TASK DETAILS: Go through the data underneath and report how many lines hold the string "dabeac", giving only the number.

======== STUDY MATERIAL ========

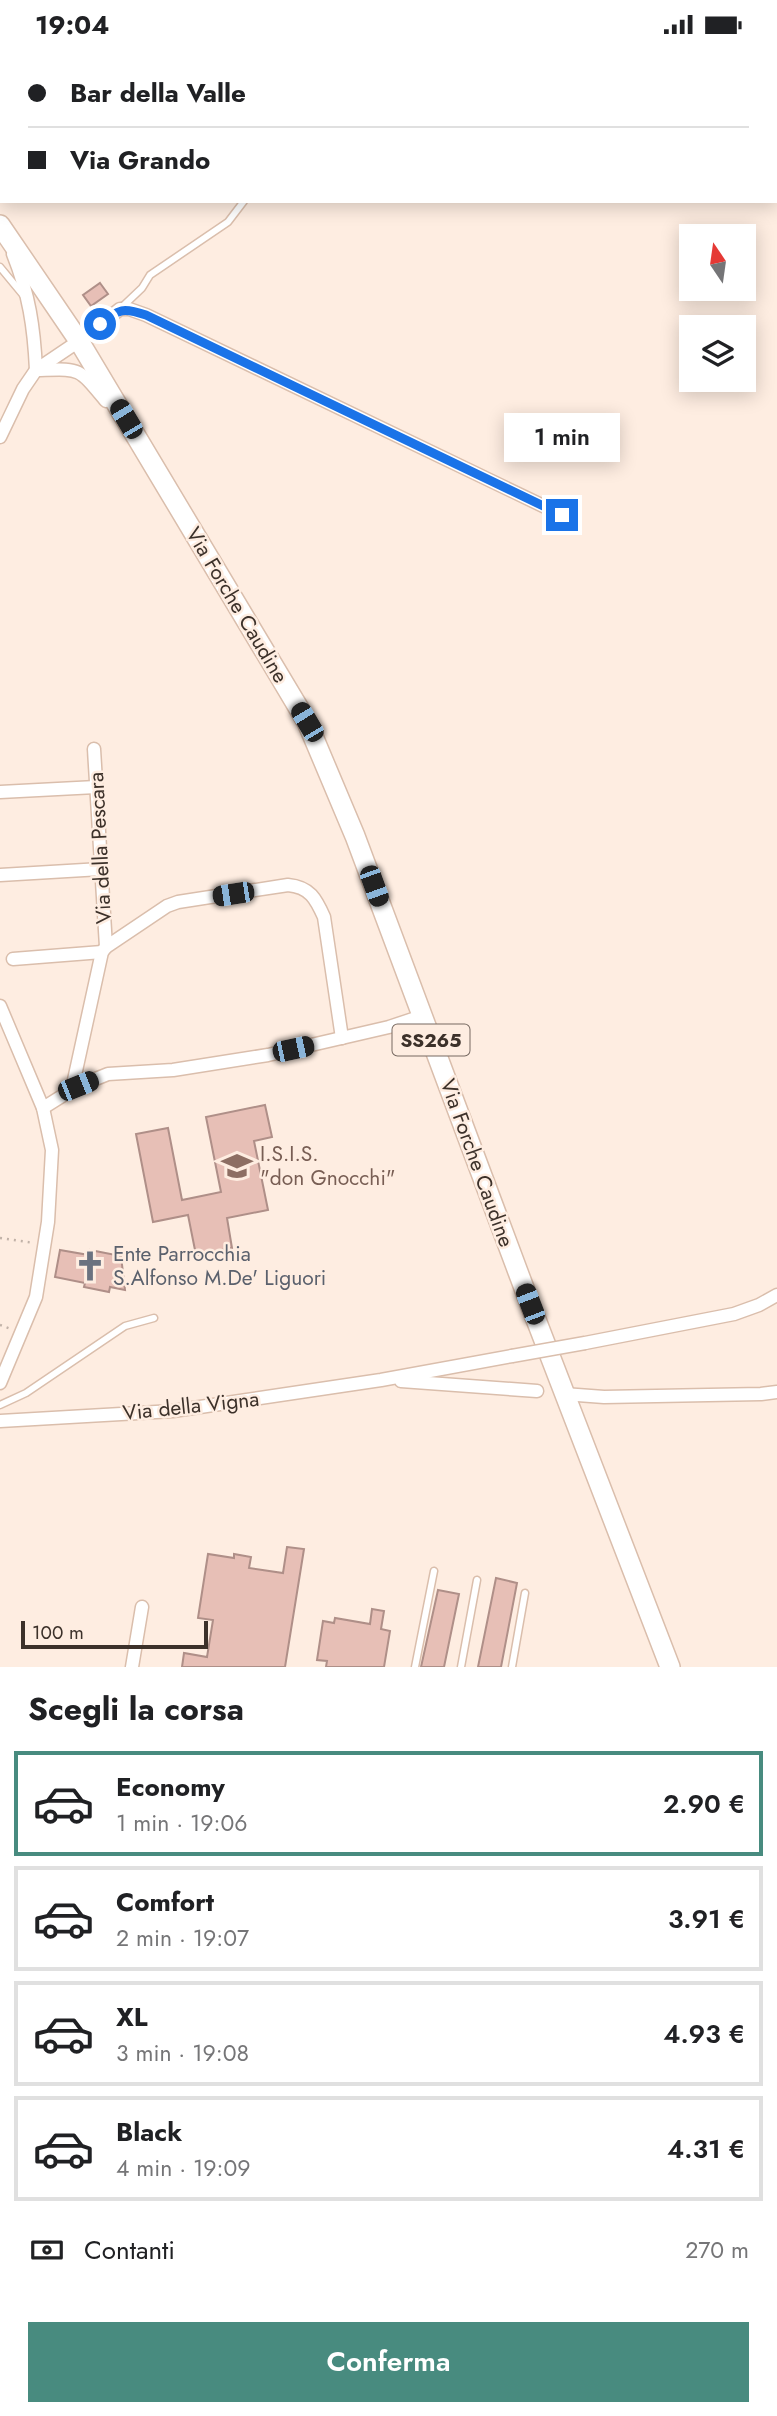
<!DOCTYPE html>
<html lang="it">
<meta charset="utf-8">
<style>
:root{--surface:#fff;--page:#f2f2f2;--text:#202124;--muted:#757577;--line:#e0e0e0;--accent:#488b7f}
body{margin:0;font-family:Jost,sans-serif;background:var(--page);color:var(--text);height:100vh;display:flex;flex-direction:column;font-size:26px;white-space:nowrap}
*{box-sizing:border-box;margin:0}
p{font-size:23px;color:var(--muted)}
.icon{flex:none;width:38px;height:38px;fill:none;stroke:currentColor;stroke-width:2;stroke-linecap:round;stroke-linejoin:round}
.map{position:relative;height:1618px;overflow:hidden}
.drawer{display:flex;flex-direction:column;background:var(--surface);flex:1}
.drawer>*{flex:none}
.banner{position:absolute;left:0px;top:0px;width:777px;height:154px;box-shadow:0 4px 18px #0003;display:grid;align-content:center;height:154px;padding:0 28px;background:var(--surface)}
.needle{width:46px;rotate:347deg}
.controls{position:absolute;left:679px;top:175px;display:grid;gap:14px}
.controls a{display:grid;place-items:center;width:77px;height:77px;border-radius:0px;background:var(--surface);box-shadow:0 4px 18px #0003;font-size:35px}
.scale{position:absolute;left:21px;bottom:18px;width:187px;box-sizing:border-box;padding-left:7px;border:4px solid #3c312a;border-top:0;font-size:19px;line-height:24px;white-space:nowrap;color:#3c312a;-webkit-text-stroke:5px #feede1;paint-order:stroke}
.end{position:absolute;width:32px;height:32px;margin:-16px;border:9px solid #1a73e8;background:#fff;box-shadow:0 0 0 4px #fff}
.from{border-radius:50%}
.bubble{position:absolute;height:49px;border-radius:0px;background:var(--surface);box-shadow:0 4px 18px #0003;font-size:23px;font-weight:600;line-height:49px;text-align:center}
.car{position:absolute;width:21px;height:42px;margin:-21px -10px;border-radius:9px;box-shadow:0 0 5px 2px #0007;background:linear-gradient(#222 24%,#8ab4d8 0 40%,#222 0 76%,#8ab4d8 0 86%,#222 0)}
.banner b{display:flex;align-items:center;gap:24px;height:66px;font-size:26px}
.banner b+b{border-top:2px solid var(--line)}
.banner i{width:18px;height:18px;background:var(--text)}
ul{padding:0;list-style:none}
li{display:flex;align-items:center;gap:21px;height:105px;margin:0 14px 10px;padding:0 14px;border:4px solid var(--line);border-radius:0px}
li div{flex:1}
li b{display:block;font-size:26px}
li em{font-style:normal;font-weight:600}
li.selected{border-color:var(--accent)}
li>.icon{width:63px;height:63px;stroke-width:1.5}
h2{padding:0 28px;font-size:32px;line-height:84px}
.pay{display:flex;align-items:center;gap:18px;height:77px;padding:0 28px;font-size:26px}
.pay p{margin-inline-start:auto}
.cta{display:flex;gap:14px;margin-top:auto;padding:14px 28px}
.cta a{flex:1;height:80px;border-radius:0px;background:var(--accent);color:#fff;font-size:28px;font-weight:600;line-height:80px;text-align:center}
.status{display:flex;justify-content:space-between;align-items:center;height:49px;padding:0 35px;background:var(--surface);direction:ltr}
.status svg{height:19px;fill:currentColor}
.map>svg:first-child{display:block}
.built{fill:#fbdecc}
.building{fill:#e7bfb6;stroke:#af8f88;stroke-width:2}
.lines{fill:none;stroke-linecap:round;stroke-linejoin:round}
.lane-casing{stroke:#dabeac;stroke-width:9}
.street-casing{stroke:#dabeac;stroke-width:15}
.primary-casing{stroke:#dabeac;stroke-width:22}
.path{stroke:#c1b2a8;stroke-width:2.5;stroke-dasharray:2 5;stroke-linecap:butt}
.lane{stroke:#fff;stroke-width:6}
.street{stroke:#fff;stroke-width:12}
.primary{stroke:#fff;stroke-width:19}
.street-bridge-casing{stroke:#dabeac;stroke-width:15;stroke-linecap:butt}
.street-bridge{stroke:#fff;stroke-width:12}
.route{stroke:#1a73e8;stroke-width:9}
.labels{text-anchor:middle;stroke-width:5;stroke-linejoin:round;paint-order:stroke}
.shield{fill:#feede1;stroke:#766961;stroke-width:2}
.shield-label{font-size:19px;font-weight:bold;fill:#3c312a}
.street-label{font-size:21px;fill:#3c312a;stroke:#feede1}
.education-label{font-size:21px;fill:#785e54;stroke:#feede1;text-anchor:start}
.worship-label{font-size:21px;fill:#5b616d;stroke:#feede1;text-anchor:start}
</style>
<div class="status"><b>19:04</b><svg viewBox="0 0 49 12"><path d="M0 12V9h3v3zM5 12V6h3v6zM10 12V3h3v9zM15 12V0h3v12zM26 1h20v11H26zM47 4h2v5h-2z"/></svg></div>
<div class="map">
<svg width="777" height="1618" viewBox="0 0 777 1618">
<rect width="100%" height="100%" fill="#feede1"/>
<polygon class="built" points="344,0 777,0 777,108 775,2 342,2"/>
<g class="building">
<polygon points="100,234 108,245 91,257 83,246"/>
<polygon points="265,1056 272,1088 254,1092 268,1161 227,1169 232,1199 196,1206 188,1166 153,1173 136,1085 168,1079 182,1151 221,1143 206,1068"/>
<polygon points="60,1201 89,1206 90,1201 121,1207 125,1241 110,1238 109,1243 84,1238 85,1234 55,1228"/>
<polygon points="287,1498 304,1500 285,1618 182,1618 184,1604 207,1608 213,1571 198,1569 208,1505 234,1509 234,1505 251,1508 249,1519 283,1524"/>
<polygon points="496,1529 517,1534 501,1618 478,1618"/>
<polygon points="438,1541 459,1545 444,1618 421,1618"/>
<polygon points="372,1560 384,1562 381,1580 390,1582 384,1618 326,1618 327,1612 317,1611 323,1572 334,1574 335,1569 370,1575"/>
</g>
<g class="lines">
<g class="lane-casing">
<g id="lane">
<polyline points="453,2 455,0"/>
<polyline points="0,218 24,247"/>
<polyline points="121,259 142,239 150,226 228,173 244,152"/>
<polyline points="0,1356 26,1344 125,1277 154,1269"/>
<polyline points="415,1618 434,1522"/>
<polyline points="461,1618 477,1531"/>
<polyline points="512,1618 525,1544"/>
</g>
</g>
<g class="street-casing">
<g id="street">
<path d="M13,205c16,40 21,73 23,116"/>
<path d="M36,321c45,-1 41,-4 70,31"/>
<polyline points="0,388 23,340 36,321 79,292 120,260 129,260 146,266 562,466"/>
<polyline points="94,700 106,898"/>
<polyline points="0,743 96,738"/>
<polyline points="0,826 101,820"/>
<polyline points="13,910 102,903"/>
<polyline points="0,957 43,1059 52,1101 48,1173 36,1248 0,1334"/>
<path d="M72,1040l30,-137 4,-5 61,-41 11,-4 110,-17c22,2 28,14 36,32l18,121"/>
<polyline points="43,1059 78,1037 108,1025 173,1021 268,1006 389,978 422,967"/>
<polyline points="585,1294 734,1265 759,1256 777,1246"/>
<polyline points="401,1332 537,1342"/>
<polyline points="564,1345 604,1348 761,1345 777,1343"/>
<polyline points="0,1372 173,1362 381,1331 512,1307"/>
<polyline points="132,1618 142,1558"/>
</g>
</g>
<g class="primary-casing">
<polyline id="primary" points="0,176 79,292 307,673 355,787 530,1255 670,1618"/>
</g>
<g class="path">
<polyline points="0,1189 34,1194"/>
<polyline points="0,1276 11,1280"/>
</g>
<use href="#lane" class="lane"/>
<use href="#street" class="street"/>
<use href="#primary" class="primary"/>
<g class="street-bridge-casing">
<polyline id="street-bridge" points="512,1307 585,1294"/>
</g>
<use href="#street-bridge" class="street-bridge"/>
</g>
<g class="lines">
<path class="route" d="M100,275c20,-15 22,-17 46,-9l416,200"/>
</g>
<defs>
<g id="school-bare" transform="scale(2.415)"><path d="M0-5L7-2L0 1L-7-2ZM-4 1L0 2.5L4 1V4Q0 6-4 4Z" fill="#8d6e63" stroke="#feede1" stroke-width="2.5" paint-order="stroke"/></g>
<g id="church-bare" transform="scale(2.415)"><path d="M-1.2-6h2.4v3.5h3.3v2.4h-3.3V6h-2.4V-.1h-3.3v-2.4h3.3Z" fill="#6b7280" stroke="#feede1" stroke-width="2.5" paint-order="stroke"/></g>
</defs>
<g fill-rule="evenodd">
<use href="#school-bare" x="237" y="1117"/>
<use href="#church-bare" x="90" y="1217"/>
</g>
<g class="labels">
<rect class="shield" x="392.5" y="975.5" width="77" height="31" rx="5"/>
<g class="shield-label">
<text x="431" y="998">SS265</text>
</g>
<g class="street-label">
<text transform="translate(237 556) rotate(59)" y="7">Via Forche Caudine</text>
<text transform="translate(100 799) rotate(-93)" y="7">Via della Pescara</text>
<text transform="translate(477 1114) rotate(70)" y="7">Via Forche Caudine</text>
<text transform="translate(191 1357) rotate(-6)" y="7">Via della Vigna</text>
</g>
<g class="education-label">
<text x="260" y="1112">I.S.I.S.<tspan x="260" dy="24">"don Gnocchi"</tspan></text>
</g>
<g class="worship-label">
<text x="113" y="1212">Ente Parrocchia<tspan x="113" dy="24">S.Alfonso M.De' Liguori</tspan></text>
</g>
</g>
</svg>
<div class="controls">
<a><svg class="needle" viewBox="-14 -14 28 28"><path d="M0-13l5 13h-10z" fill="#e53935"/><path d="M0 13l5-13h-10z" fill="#757577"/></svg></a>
<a><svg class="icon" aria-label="layers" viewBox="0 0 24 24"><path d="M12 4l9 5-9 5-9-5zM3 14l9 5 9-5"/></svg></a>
</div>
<div class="scale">100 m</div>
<i class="end from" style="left:100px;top:275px"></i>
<i class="end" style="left:562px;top:466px"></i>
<div class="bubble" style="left:504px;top:364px;width:116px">1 min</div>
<i class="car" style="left:126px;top:370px;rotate:329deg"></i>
<i class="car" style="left:307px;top:673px;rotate:329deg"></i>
<i class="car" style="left:374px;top:837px;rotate:160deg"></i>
<i class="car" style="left:233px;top:845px;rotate:261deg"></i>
<i class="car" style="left:293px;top:1000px;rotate:78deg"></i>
<i class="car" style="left:78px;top:1037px;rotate:68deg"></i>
<i class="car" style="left:530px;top:1255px;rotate:339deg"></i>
<div class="banner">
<b><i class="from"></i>Bar della Valle</b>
<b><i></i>Via Grando</b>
</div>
</div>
<section class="drawer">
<h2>Scegli la corsa</h2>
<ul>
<li class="selected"><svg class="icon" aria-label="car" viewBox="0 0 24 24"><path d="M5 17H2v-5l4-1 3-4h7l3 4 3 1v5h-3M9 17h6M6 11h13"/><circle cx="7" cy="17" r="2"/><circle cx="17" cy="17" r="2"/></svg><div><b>Economy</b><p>1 min · 19:06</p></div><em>2.90 €</em></li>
<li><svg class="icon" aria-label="car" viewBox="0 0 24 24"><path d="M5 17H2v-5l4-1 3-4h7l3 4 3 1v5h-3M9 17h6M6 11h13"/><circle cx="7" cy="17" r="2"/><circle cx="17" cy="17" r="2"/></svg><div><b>Comfort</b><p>2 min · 19:07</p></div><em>3.91 €</em></li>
<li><svg class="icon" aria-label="car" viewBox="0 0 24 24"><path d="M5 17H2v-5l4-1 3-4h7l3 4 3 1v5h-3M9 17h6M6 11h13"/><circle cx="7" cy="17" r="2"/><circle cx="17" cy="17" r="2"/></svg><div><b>XL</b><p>3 min · 19:08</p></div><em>4.93 €</em></li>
<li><svg class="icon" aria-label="car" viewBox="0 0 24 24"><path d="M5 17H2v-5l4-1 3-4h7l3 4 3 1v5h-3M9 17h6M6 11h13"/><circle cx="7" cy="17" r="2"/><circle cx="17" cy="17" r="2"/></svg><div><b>Black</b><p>4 min · 19:09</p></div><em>4.31 €</em></li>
</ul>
<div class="pay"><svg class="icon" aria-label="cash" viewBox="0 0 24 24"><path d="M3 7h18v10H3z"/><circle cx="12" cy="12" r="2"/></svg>Contanti<p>270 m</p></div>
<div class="cta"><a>Conferma</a></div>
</section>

========

RESULT: 4